Once bitten, twice shy?  Not for Alcatel-Lucent!

Alcatel-Lucent, like most of the major telecommunication equipment providers, is today the result of a number of acquisitions and business integrations.  Alcatel and Lucent’s merger in 2006 triggered the merger of Nokia Networks with Germany’s Siemens.  As an after-shock five years later, Ericsson acquired Nortel’s wireless networking business, prompting Nokia to buy out Motorola’s infrastructure division…
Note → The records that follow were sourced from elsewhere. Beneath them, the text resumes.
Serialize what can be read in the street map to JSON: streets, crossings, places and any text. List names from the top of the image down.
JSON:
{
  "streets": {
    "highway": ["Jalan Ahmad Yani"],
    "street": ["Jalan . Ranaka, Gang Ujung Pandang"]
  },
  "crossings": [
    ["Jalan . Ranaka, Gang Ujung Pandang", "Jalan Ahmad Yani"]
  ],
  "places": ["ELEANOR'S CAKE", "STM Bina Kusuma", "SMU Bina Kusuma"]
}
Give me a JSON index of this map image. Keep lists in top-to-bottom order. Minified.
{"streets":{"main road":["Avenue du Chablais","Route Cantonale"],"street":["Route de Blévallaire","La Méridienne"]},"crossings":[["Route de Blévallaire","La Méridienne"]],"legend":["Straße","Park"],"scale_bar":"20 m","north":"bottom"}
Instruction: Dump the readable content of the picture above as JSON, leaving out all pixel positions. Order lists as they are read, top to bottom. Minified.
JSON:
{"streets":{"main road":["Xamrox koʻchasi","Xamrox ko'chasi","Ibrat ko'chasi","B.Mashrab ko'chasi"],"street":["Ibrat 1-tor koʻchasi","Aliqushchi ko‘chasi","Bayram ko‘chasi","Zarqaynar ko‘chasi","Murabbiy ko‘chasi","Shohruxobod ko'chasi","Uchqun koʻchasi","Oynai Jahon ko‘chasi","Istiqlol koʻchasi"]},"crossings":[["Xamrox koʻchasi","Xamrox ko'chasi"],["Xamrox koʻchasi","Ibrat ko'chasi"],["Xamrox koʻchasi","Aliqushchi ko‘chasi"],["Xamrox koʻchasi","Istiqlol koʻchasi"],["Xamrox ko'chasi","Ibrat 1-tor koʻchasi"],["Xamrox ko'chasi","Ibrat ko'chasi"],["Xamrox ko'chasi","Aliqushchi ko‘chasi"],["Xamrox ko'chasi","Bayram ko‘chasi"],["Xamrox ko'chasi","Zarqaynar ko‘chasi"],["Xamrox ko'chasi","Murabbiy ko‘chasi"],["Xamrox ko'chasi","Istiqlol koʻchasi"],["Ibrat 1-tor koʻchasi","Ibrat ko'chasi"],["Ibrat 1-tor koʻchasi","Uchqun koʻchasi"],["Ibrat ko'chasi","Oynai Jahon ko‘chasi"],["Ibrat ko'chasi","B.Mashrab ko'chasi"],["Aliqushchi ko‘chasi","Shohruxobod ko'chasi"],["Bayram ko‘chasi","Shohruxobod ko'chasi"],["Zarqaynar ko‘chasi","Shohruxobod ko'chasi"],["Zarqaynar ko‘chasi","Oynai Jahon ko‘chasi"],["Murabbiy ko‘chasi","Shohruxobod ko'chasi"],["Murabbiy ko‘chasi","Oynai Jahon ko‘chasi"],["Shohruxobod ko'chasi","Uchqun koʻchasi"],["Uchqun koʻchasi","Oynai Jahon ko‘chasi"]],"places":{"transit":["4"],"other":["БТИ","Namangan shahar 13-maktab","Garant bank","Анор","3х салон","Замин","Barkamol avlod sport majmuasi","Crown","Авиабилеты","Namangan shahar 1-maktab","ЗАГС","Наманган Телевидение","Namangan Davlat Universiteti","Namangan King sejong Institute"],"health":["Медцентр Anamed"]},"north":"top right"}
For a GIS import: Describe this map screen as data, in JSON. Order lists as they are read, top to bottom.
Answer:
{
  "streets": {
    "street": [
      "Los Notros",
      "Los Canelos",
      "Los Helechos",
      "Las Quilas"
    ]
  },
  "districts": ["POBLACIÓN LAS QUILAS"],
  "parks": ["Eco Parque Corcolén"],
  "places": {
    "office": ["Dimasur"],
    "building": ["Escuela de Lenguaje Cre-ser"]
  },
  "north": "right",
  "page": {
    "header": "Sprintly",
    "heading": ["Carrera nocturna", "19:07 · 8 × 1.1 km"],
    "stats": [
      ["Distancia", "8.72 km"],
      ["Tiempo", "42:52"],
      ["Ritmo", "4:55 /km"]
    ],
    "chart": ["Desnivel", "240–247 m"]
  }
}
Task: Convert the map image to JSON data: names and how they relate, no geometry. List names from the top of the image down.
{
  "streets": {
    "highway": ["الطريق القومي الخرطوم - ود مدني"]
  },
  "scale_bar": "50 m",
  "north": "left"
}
Any M&A integration brings its own share of difficulties and struggles, but Alcatel-Lucent have suffered more than most; by comparison to the vision which was depicted back in 2006, the Alcatel-Lucent merger will be remembered in history as a failure.  Being viewed as a strategic asset by French Governments will have been both a blessing (too big and strategically important to be allowed to fail) and a curse (government intervention which would rather apply a dressing onto the wounds to hide them rather than approve a remedy that would cure the causes).  Almost ten years later, the cultural split between the former French iconic company and its American “spouse” is still prevalent.  Bringing in some “new blood” and an external perspective under the Nokia umbrella may provide a fantastic opportunity to lay a new base for the company’s culture and ways of working, away from the polarised Franco-American divide;  this would enable the combined group’s global ambition and cement the alliance to become a true powerhouse with unrivalled R&D capability.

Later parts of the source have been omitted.